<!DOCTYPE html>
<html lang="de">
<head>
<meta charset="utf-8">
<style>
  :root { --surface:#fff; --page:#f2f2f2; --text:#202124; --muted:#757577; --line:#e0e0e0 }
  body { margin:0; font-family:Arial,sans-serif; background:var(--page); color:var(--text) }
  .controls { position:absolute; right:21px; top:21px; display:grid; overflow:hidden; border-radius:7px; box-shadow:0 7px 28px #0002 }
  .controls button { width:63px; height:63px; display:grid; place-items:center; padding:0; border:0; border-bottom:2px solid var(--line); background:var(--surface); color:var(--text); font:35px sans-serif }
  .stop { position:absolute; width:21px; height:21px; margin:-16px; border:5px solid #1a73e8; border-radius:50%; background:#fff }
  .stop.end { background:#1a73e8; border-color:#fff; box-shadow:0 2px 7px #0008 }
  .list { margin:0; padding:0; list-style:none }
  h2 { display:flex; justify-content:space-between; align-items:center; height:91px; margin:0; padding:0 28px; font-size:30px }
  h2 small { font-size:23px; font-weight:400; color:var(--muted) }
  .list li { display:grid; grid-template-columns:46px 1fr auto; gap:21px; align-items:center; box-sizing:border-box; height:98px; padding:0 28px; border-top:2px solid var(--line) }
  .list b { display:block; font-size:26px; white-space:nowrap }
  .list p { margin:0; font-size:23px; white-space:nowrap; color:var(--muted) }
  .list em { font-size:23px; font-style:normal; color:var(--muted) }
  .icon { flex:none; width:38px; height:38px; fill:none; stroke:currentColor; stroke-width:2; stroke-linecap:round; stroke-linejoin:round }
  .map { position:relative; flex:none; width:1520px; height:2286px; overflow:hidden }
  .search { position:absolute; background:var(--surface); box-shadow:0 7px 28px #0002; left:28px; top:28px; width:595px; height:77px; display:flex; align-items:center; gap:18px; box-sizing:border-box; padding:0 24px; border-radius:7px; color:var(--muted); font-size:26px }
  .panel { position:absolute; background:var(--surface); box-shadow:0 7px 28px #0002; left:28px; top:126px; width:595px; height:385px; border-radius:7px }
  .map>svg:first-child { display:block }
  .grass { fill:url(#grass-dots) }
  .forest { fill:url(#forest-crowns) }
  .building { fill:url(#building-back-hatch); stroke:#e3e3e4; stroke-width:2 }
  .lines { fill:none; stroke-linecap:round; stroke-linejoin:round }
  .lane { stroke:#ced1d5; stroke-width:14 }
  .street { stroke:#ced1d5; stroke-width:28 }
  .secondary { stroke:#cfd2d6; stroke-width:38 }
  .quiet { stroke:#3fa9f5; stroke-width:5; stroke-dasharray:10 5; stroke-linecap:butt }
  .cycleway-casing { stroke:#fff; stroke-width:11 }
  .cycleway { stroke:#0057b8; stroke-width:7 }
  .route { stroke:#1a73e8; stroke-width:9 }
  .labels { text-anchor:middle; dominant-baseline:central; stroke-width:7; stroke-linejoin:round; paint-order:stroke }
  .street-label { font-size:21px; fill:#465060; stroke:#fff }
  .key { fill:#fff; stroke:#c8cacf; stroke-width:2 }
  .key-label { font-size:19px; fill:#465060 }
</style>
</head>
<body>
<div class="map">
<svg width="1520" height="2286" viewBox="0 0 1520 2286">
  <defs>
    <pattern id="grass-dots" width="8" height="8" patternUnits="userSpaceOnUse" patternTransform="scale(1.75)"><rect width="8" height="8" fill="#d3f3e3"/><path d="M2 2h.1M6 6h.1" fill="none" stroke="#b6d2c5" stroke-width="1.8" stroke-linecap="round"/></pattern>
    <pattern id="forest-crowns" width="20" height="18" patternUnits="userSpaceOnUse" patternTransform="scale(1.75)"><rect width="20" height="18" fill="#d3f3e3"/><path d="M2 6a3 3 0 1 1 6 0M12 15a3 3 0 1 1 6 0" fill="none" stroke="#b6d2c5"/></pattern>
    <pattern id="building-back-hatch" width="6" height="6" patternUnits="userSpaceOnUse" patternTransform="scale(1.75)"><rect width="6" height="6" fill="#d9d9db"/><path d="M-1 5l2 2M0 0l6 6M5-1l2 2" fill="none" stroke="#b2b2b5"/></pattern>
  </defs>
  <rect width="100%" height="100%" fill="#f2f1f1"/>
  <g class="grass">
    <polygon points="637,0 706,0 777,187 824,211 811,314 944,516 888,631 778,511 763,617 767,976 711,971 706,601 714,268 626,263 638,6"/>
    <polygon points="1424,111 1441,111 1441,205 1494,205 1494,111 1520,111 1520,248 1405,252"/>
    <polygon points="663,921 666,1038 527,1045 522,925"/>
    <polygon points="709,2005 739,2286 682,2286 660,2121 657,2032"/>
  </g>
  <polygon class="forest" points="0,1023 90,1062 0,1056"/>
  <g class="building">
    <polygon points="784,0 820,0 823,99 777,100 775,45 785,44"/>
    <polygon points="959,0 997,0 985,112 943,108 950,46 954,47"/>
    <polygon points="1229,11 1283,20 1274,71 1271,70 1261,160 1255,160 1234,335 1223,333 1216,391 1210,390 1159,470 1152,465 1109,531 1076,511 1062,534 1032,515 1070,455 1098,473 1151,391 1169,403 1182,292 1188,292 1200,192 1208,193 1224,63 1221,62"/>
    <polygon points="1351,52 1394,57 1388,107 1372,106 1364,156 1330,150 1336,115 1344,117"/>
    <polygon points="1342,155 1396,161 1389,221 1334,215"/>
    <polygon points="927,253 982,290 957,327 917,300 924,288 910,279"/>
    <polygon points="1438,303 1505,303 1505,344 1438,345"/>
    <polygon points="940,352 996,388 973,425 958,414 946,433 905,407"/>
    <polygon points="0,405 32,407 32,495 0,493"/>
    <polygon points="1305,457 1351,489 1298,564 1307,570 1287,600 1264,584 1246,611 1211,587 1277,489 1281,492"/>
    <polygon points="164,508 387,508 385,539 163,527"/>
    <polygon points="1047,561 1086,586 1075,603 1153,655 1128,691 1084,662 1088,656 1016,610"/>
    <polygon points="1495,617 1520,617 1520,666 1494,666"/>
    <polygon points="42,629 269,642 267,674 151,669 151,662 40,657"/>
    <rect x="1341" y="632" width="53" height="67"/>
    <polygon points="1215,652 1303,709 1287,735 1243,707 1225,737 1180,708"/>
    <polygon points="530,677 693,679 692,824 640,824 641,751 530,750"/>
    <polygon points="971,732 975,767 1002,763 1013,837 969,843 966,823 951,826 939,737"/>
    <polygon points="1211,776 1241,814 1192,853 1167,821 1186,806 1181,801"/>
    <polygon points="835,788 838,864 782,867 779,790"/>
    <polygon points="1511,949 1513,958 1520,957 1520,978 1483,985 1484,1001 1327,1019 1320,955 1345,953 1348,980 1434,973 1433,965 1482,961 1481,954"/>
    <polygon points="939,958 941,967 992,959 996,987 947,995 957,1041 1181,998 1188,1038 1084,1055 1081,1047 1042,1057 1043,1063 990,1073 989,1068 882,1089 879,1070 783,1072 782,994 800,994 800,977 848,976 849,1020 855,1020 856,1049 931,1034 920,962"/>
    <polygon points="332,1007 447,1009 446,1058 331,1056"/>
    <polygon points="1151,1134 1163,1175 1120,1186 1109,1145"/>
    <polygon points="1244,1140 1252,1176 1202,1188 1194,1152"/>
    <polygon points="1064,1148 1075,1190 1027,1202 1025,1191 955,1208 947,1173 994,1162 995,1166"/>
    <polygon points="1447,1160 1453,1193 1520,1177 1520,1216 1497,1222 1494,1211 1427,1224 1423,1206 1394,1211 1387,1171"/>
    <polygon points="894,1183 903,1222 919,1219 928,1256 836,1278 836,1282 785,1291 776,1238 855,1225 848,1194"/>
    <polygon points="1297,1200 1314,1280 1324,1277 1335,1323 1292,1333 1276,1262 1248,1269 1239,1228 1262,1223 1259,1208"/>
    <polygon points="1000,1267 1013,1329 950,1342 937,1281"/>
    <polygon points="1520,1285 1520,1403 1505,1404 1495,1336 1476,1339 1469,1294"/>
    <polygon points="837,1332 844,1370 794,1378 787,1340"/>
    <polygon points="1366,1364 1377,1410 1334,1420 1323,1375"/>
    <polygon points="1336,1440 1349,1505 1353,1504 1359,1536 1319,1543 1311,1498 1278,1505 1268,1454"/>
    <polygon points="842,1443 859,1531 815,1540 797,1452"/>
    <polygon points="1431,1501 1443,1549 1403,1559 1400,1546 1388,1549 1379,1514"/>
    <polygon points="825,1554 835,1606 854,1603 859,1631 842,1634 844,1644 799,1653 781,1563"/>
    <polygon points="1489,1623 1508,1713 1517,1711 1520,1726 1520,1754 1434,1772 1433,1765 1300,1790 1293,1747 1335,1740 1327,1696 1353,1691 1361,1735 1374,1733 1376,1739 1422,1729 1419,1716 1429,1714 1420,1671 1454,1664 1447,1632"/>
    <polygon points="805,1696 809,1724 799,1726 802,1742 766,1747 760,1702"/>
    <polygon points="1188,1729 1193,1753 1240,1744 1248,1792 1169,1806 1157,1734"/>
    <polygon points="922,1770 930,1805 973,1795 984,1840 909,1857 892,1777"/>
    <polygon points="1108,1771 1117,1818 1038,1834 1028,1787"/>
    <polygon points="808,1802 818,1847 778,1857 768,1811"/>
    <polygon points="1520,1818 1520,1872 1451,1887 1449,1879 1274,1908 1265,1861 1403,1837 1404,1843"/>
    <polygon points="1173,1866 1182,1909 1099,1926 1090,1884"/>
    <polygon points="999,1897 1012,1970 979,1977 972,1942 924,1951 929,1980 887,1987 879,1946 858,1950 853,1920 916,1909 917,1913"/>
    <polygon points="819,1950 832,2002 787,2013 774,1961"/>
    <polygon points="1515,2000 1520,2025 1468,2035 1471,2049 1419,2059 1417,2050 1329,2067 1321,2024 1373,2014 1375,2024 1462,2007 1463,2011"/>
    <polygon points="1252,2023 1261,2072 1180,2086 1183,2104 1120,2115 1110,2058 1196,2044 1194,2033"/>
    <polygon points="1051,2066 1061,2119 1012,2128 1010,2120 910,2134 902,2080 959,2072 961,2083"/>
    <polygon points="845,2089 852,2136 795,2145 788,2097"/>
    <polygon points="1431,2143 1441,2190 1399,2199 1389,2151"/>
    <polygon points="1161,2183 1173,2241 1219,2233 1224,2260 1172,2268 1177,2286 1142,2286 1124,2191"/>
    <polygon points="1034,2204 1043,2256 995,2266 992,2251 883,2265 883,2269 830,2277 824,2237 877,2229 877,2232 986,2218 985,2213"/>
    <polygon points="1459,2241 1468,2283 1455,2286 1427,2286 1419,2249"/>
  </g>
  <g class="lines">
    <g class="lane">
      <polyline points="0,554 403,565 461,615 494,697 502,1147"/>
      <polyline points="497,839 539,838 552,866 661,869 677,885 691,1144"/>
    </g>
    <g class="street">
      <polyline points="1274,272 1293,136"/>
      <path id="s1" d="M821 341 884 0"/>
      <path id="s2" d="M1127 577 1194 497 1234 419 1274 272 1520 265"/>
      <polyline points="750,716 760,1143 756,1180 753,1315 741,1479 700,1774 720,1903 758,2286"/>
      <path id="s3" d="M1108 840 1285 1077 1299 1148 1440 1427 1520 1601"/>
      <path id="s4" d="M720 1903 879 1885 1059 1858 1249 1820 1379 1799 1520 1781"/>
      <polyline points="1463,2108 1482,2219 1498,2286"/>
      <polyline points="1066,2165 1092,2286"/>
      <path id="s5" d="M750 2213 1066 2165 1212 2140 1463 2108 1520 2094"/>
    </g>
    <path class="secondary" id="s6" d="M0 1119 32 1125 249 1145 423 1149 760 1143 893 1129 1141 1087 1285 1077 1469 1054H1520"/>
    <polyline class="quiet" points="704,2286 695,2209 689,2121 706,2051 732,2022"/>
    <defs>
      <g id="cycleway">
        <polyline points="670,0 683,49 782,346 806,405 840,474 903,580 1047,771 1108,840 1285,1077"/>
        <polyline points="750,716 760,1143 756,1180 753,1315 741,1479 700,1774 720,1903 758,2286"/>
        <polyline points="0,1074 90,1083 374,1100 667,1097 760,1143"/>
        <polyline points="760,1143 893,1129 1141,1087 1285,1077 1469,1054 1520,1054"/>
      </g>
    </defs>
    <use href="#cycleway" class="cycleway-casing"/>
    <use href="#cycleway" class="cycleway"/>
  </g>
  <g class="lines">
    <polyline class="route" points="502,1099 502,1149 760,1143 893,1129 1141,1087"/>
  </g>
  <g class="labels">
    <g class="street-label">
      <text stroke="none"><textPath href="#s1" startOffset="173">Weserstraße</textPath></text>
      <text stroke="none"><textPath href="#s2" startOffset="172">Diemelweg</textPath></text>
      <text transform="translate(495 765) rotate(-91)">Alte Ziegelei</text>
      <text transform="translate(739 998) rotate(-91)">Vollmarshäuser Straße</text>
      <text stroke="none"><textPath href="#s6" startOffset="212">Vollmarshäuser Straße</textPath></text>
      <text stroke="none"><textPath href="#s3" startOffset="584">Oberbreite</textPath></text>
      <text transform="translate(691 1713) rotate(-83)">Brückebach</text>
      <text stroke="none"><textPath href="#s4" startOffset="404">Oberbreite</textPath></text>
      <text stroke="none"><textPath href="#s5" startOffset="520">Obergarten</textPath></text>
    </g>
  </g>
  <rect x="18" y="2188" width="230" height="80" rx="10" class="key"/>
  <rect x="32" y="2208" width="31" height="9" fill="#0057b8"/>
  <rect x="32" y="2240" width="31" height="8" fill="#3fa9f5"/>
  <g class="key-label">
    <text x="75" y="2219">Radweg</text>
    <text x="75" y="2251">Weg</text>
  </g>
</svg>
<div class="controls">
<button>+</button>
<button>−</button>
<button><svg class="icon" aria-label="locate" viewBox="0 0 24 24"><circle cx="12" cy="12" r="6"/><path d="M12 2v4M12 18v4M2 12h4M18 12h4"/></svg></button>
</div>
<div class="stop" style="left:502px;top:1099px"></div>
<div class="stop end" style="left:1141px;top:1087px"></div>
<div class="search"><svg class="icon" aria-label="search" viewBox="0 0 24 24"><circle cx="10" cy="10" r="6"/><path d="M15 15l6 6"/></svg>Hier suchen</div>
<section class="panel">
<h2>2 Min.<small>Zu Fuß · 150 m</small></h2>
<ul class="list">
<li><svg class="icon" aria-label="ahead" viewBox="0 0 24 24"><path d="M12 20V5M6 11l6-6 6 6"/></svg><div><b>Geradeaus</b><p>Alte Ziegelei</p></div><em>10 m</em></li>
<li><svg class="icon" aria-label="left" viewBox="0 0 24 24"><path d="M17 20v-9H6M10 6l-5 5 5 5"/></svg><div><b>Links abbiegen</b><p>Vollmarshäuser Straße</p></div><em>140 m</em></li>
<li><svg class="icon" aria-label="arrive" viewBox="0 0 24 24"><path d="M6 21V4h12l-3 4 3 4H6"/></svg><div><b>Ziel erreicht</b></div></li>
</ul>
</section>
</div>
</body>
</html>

- - -

> **Activity**:
Go through the listing, and whenever a line contains the string "sans", copy that line.

> **Output for this task**:
  body { margin:0; font-family:Arial,sans-serif; background:var(--page); color:var(--text) }
  .controls button { width:63px; height:63px; display:grid; place-items:center; padding:0; border:0; border-bottom:2px solid var(--line); background:var(--surface); color:var(--text); font:35px sans-serif }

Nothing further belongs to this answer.